Par ailleurs la déclaration d’appel se borne à critiquer les diligences entreprises par l’administration pour mettre en 'uvre la mesure d’éloignement, lesquelles ne supporte aucune critique avec la saisine régulière et avec célérité du consulat du pays d’origine.
Il est rappelé que s’il appartient au juge judiciaire, en application de l’article L. 741-3 du même code, de rechercher concrètement les diligences accomplies par l’administration pour permettre que l’étranger ne soit maintenu en rétention que pour le temps strictement nécessaire à son départ, ce qui requiert dès le placement en rétention, une saisine effective des services compétents pour rendre possible le retour, en revanche l’administration française ne dispose d’aucun pouvoir de contrainte sur les autorités consulaires (1re Civ., 9 juin 2010, pourvoi n° 09-12.165, Bull. 2010, I, n° 129) et le juge ne saurait imposer à l’administration la réalisation d’acte sans véritable effectivité.
En l’absence de toute illégalité susceptible d’affecter les conditions (découlant du droit de l’Union) de légalité de la rétention, puisque contrairement à ce qui est soutenu dans la déclaration d’appel aucune irrégularité n’entache la procédure puisque comme le relève le juge de première instance l’extrait du registre comporte la preuve de la présence d’un interprète étant précisé que le retenu a pu faire valoir ses droits avec l’assistance pour rédiger son recours et la présence d’un avocat pour défendre ses droits, et à défaut d’autres moyens présentés en appel, il y a lieu de constater que la déclaration d’appel ne peut être considérée comme recevable.

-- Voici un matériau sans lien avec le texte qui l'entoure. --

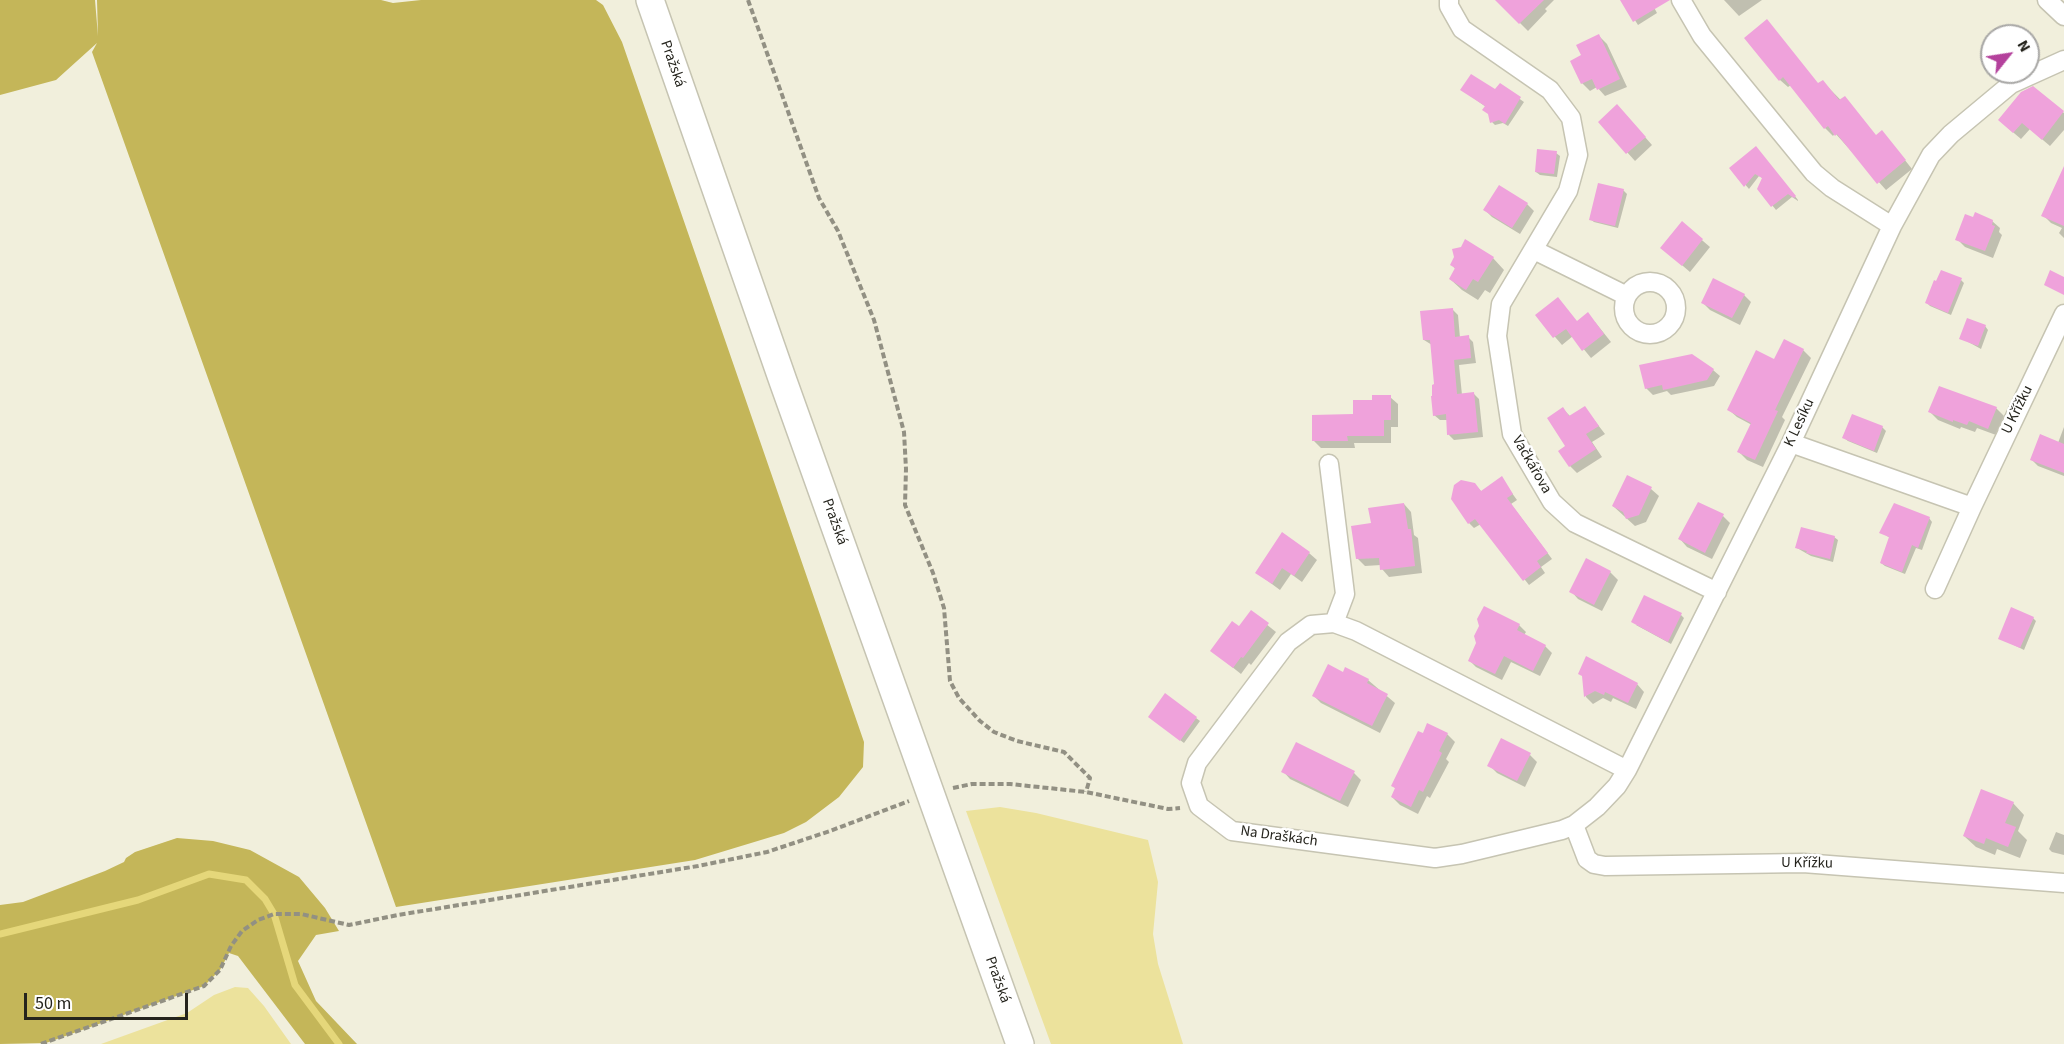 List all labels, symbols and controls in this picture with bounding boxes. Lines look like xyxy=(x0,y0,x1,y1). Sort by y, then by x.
north arrow xyxy=(1980,24,2040,84)
text: N xyxy=(2012,36,2036,56)
street label: Pražská xyxy=(656,38,688,90)
street label: U Křížku xyxy=(1999,383,2037,437)
street label: K Lesíku xyxy=(1781,396,1819,450)
street label: Vačkářova xyxy=(1507,433,1555,497)
street label: Pražská xyxy=(817,496,851,548)
street label: Na Draškách xyxy=(1239,823,1319,851)
street label: U Křížku xyxy=(1781,855,1833,873)
street label: Pražská xyxy=(980,954,1014,1006)
scale bar xyxy=(27,981,190,1019)
text: 50 m xyxy=(35,991,71,1016)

Il s’en déduit que la déclaration d’appel doit être rejetée sans audiencement au sens de l’article L. 743-23 alinéa 2 du code de l’entrée et du séjour des étrangers et du droit d’asile.
PAR CES MOTIFS
REJETONS la déclaration d’appel,
ORDONNONS la remise immédiate au procureur général d’une expédition de la présente ordonnance.
Fait à Paris le 05 mars 2025 à 09h36
LE GREFFIER, LE PRÉSIDENT,
REÇU NOTIFICATION DE L’ORDONNANCE ET DE L’EXERCICE DES VOIES DE RECOURS :
Pour information :
L’ordonnance n’est pas susceptible d’opposition.
Le pourvoi en cassation est ouvert à l’étranger, à l’autorité administrative qui a prononcé le maintien en zone d’attente ou la rétention et au ministère public.
Le délai de pourvoi en cassation est de deux mois à compter de la notification.
Le pourvoi est formé par déclaration écrite remise au secrétariat greffe de la Cour de cassation par l’avocat au Conseil d’Etat et à la Cour de cassation constitué par le demandeur.
Notification effectuée aux parties par LRAR ou télécopie et/ou courriel.